Los repartidores más allá de Glovo y Deliveroo en Murcia: contratos abusivos, atomización del trabajo y motos sin frenos o con la dirección partida
Los viejos lo recordarán. Hubo un tiempo en que vivir con mil euros resultaba abyecto. Y ahora -¡pum!- es algo aspiracional. Con las condiciones laborales de los repartidores de comida a domicilio pasa algo parecido: “Por resumirlo —dice Carlos—, allí eres la última mierda. ¿Que el pedido no está preparado? Culpa del repartidor. ¿Que llega tarde? Culpa del repartidor. ¿Que has pedido aros de cebolla y no alitas de pollo? El repartidor”. Las condiciones que Glovo y Deliveroo imponen a los trabajadores —iba a escribir el sector, pero parece una broma hablando de uno de los empleos más liberalizados, y, por tanto, más expuestos a la explotación— resultan tan abusivas que, en comparación, un curro de repartidor al uso parece una Arcadia. Y no.
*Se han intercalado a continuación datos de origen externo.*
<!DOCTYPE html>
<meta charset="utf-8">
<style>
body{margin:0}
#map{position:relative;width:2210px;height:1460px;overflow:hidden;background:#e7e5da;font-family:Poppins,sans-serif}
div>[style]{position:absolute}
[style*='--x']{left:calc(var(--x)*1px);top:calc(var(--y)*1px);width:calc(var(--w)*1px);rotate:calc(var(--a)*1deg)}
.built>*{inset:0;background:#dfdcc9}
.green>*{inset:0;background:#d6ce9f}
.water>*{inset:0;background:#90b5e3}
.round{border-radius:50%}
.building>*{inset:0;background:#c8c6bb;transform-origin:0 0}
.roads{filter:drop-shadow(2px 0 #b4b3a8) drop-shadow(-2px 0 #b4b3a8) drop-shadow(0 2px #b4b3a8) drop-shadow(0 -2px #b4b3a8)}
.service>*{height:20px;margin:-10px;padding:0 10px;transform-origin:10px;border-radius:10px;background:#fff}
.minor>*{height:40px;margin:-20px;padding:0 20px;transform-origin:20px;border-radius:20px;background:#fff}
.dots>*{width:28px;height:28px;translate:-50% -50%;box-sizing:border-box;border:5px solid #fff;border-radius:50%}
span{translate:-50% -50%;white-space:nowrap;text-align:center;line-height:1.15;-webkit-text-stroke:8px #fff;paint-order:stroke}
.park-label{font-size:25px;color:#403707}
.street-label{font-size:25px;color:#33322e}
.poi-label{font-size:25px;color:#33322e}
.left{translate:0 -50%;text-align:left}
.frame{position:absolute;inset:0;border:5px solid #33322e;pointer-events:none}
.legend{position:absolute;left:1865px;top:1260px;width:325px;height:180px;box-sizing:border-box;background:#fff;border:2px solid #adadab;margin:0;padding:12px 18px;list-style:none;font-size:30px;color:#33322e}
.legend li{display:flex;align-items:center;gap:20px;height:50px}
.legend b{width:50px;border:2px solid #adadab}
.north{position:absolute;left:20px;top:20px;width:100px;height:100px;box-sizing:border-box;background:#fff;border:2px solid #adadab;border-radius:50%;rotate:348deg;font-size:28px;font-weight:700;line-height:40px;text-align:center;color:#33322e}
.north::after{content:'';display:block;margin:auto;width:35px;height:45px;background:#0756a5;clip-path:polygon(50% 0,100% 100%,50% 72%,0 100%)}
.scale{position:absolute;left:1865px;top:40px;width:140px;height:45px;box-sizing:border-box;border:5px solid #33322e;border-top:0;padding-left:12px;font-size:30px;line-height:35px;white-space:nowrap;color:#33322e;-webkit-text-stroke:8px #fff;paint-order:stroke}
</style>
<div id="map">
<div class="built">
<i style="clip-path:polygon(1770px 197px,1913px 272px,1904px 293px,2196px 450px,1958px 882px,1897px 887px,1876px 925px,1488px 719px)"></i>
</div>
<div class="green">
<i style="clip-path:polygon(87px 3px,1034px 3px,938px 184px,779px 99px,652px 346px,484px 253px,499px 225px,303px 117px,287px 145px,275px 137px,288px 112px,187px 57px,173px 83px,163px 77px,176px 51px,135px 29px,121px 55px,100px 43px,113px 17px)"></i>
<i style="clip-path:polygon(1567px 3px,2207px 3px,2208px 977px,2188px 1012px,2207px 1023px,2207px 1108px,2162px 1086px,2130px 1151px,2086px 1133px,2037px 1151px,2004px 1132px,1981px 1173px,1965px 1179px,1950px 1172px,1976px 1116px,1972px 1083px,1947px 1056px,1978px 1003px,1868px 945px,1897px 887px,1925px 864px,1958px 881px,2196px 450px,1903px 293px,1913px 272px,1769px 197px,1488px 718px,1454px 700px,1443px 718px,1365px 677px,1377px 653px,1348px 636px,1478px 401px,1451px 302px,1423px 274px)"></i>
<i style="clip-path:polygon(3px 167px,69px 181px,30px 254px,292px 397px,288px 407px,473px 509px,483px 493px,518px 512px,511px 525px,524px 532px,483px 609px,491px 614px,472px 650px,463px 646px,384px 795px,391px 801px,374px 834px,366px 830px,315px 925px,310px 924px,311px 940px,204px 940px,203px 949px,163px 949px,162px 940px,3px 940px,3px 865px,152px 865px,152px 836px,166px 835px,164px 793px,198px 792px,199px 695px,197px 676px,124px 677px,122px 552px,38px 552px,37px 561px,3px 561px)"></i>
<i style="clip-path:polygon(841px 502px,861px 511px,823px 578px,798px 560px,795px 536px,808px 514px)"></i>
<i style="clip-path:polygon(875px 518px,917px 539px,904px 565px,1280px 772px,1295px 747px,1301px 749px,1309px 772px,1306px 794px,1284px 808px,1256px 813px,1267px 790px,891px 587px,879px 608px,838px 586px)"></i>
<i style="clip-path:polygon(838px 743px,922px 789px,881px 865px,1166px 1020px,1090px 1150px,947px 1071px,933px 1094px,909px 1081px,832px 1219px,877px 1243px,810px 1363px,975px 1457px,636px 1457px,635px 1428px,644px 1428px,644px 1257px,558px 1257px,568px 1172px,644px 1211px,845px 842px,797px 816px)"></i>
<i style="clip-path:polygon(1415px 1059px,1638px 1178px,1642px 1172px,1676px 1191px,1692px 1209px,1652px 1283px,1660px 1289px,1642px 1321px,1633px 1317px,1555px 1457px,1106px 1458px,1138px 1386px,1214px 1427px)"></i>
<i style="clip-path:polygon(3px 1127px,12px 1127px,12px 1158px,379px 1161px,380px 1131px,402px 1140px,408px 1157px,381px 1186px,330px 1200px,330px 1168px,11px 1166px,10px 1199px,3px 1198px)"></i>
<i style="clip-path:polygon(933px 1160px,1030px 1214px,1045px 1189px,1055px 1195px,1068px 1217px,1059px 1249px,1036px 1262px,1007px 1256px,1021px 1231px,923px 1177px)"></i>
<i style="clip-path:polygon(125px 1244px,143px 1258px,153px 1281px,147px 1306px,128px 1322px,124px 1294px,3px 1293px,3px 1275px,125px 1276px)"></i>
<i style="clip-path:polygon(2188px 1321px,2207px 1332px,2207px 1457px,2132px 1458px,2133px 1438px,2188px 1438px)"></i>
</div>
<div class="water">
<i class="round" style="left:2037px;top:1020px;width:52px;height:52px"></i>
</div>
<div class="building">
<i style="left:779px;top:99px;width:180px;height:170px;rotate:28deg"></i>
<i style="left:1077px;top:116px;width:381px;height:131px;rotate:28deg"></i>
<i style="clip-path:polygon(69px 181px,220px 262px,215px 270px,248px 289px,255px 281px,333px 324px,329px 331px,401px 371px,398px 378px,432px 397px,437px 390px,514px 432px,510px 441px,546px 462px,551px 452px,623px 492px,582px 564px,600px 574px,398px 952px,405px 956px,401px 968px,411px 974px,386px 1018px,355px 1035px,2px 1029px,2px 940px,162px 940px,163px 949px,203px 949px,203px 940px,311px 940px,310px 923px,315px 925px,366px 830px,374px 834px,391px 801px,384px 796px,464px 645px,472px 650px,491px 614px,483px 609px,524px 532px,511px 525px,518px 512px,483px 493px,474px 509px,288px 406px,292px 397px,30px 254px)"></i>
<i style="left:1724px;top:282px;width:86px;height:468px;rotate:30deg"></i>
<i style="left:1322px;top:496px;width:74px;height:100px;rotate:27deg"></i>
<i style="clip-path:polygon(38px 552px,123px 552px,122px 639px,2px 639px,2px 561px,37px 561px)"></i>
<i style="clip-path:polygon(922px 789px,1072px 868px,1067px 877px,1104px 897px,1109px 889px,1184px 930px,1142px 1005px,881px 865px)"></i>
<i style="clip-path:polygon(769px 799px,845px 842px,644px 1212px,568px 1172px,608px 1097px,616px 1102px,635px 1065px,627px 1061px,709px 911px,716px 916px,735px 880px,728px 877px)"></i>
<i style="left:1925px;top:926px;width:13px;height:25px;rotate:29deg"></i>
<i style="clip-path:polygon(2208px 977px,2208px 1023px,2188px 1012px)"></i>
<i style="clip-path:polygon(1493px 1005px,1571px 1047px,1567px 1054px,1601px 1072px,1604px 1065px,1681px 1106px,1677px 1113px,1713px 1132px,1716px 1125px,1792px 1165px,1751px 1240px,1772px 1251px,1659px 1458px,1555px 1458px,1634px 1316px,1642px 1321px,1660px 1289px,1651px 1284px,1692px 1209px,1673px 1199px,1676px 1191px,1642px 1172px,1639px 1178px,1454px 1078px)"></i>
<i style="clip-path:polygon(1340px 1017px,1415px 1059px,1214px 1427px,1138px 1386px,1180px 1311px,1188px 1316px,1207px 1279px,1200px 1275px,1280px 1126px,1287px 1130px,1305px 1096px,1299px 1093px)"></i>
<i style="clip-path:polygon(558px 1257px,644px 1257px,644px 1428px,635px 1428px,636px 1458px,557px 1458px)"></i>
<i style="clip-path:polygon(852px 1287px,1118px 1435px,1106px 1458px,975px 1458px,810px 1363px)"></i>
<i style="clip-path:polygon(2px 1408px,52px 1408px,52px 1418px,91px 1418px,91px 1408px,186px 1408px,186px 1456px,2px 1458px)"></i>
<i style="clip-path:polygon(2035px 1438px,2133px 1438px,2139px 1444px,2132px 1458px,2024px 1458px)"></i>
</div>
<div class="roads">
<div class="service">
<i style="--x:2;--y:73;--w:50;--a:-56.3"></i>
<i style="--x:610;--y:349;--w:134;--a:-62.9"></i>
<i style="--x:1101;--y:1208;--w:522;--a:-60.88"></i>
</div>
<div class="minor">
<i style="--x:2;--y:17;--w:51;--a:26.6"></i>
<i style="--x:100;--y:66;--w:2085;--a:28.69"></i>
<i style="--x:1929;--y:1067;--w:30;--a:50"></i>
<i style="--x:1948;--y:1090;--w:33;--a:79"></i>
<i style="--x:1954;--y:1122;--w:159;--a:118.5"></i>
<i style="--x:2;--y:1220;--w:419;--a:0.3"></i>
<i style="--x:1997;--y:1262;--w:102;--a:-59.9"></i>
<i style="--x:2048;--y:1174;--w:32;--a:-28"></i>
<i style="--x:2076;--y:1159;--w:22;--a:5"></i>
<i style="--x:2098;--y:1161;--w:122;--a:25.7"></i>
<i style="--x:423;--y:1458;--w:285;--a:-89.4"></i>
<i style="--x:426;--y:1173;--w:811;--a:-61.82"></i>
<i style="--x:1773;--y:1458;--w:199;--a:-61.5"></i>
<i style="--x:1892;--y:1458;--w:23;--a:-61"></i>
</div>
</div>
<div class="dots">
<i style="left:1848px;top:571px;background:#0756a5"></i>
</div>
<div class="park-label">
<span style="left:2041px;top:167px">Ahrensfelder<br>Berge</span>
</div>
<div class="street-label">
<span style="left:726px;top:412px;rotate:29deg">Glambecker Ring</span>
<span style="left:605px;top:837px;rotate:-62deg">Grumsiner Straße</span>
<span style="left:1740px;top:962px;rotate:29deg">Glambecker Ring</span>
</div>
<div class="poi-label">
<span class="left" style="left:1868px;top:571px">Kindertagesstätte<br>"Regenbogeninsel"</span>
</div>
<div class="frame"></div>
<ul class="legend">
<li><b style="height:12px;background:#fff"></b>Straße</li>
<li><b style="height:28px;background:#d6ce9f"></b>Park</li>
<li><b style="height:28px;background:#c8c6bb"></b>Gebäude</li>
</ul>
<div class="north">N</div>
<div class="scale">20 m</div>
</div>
Carlos no se llama Carlos. Hace un par de años curró cinco meses en Justeat. Encontró la oferta en Job Today. Lo combinaba con la Universidad, así que trabajaba los fines de semana: dos jornadas de 14 horas. A 5 euros la hora: “Te venden que el curro es muy adaptable a horarios y que lo vas a poder compaginar con otras actividades —explica—, pero no te dicen que vas a cotizar dos días al mes y que te van a dar una moto que tiembla”. Alberto (que tampoco se llama Alberto) trabaja en Domino’s Pizza y está en las mismas: “A las motos las llamamos bicis, no puedes ir más rápido que con una bicicleta, no agarran y te acabas cayendo. Yo ya me he caído dos veces, son tan viejas que nunca consigues tenerla a punto. Y el mecánico solo se encarga si se rompe alguna pieza, del mantenimiento te ocupas tú”. A Miguel Ródenas también le suena lo de las motos temblorosas. De 2014 a 2017 trabajó como repartidor en Telepizza: “Yo he cogido motos sin frenos o con la dirección partida. Tengo la teoría de que el mecánico no era ni mecánico: para recoger las motos averiadas, nos decían que cogiéramos un alargador, atáramos una moto a cada punta y fuéramos tirando de la que estaba rota, por no hablar del trabajo al aire libre en agosto en Murcia. Un verano me dieron tres pájaras. Llegué a una casa con piscina y le dije a la mujer si podía tirarme, y me tiré con ropa y todo. Estaba amarillo”.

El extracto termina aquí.